__Problem__: Pick out all lines with the word "none" from the records that follow.

○ ○ ○ ○ ○ ○ ○

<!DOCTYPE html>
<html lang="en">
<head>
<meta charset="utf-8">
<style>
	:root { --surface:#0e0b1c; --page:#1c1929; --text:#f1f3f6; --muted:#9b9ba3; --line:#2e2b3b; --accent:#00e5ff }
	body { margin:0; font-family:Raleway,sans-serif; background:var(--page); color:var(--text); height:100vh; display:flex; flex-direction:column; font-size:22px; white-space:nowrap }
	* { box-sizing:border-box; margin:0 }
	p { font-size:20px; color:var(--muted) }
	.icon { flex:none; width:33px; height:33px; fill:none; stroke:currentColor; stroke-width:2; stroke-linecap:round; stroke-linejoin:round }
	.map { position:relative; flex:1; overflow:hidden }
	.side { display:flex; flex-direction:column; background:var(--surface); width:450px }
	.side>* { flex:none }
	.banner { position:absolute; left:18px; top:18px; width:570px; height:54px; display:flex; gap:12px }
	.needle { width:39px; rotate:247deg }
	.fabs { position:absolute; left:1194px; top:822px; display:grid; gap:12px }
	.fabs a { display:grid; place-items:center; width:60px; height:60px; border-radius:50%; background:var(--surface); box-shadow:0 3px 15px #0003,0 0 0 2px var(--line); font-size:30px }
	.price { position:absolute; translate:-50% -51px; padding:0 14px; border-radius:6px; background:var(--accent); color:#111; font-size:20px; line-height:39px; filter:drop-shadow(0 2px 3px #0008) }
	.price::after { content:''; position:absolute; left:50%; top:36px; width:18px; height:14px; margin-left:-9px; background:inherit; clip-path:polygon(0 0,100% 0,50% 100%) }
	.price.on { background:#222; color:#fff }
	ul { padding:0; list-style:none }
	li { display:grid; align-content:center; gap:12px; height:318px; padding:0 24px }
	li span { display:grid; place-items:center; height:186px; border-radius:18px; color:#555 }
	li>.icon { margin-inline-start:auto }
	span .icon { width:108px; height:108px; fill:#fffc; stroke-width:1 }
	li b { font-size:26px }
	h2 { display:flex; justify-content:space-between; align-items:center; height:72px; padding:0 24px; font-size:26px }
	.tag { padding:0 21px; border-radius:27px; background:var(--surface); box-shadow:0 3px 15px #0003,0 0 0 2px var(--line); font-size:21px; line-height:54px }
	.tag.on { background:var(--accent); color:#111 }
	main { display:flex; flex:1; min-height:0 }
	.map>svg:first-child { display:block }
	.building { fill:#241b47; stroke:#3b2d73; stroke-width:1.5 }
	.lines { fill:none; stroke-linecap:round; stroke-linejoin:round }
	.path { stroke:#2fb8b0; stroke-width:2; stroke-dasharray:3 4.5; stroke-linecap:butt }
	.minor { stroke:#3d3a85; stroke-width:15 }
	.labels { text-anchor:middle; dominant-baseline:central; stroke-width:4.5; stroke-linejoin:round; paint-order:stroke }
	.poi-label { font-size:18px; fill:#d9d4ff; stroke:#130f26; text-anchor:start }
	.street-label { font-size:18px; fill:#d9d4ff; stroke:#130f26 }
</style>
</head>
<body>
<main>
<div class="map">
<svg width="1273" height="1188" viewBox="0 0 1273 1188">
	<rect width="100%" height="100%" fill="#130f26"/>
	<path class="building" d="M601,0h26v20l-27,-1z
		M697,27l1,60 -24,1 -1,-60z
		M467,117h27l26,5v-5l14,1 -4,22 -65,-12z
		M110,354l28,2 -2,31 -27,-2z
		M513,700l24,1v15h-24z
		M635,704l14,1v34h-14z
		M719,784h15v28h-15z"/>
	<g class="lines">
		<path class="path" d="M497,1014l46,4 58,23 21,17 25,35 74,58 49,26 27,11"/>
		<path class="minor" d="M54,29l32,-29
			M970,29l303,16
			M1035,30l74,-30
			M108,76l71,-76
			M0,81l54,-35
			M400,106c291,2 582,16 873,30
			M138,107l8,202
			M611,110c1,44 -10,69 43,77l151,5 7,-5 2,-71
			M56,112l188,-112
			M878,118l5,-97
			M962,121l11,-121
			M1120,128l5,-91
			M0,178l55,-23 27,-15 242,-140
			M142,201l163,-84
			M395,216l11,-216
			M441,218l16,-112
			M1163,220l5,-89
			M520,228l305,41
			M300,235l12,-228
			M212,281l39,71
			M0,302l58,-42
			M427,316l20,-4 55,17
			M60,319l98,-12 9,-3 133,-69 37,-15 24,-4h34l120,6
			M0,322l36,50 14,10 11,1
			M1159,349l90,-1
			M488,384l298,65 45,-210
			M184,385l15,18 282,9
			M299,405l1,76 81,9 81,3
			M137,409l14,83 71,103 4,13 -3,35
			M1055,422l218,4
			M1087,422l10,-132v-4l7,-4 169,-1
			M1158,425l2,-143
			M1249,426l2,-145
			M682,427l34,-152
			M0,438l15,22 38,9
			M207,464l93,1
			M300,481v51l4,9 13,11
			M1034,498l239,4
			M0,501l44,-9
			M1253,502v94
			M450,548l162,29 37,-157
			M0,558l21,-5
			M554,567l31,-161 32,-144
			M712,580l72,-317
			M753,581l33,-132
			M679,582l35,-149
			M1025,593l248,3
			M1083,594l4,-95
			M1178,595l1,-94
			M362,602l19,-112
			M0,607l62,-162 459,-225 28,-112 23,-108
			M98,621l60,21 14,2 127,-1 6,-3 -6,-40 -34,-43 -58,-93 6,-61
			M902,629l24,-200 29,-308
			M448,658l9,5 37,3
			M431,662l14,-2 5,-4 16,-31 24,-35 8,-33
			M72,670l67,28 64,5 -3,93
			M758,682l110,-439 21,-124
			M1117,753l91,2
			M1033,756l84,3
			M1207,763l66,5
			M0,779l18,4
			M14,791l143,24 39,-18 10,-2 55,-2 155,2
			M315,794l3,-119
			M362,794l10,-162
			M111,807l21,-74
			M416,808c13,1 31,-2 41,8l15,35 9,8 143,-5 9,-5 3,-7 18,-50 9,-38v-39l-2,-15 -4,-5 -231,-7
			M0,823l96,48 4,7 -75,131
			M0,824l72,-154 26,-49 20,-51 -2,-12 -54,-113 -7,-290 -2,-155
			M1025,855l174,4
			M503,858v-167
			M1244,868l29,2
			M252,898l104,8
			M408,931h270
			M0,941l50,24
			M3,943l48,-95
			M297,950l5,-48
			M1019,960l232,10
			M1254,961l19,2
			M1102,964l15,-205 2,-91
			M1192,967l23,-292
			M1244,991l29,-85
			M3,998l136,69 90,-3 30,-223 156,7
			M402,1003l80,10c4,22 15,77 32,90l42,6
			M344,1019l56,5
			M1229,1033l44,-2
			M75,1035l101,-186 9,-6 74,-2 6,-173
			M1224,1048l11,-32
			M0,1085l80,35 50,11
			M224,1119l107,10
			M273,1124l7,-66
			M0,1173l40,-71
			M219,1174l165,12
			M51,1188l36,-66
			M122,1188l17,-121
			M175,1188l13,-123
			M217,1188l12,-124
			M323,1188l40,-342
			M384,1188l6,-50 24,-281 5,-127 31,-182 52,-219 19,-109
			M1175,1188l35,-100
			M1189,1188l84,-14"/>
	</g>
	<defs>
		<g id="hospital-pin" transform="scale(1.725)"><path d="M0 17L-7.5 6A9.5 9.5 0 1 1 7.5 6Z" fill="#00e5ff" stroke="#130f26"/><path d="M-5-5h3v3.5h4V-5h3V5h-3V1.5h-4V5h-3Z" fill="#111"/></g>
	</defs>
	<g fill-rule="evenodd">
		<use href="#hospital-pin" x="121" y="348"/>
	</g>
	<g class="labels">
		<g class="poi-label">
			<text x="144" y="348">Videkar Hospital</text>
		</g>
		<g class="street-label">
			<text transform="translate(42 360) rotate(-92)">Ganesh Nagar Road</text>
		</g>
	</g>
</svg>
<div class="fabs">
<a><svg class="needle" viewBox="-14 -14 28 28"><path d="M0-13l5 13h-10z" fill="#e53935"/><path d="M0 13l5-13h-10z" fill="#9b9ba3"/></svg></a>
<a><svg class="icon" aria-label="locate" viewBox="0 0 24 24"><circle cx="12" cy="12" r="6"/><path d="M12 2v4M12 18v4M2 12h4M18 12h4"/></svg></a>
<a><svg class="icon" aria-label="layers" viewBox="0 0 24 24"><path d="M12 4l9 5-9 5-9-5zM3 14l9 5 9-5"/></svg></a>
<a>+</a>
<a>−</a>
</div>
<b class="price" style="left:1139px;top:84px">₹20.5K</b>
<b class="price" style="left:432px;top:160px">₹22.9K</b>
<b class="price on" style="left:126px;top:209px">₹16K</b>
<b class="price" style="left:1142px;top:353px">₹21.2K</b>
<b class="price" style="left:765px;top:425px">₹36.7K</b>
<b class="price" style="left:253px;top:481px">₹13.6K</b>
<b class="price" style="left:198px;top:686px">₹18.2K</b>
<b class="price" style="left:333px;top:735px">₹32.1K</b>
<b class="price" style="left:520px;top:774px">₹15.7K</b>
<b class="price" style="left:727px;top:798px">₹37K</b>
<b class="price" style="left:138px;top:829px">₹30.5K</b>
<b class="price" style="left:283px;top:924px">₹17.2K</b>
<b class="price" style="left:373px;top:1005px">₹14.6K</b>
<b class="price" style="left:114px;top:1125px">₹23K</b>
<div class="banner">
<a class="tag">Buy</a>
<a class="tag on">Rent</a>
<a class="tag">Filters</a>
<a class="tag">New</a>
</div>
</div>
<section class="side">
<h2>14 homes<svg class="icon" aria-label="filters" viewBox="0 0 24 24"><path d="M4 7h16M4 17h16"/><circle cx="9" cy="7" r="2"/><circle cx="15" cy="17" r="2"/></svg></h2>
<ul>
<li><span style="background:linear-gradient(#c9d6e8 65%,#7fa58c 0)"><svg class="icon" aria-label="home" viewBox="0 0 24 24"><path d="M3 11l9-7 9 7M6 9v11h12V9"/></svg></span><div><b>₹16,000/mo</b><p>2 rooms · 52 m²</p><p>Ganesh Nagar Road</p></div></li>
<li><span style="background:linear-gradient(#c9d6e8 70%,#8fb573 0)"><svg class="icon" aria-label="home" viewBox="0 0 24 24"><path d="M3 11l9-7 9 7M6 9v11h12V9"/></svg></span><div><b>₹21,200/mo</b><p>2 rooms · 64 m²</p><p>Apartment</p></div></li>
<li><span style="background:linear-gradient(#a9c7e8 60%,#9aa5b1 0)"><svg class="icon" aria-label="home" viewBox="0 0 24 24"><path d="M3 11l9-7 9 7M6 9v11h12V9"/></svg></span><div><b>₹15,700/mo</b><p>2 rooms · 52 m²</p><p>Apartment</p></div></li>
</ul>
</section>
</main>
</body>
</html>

○ ○ ○ ○ ○ ○ ○

__Completed exercise__:
	.icon { flex:none; width:33px; height:33px; fill:none; stroke:currentColor; stroke-width:2; stroke-linecap:round; stroke-linejoin:round }
	.side>* { flex:none }
	ul { padding:0; list-style:none }
	.lines { fill:none; stroke-linecap:round; stroke-linejoin:round }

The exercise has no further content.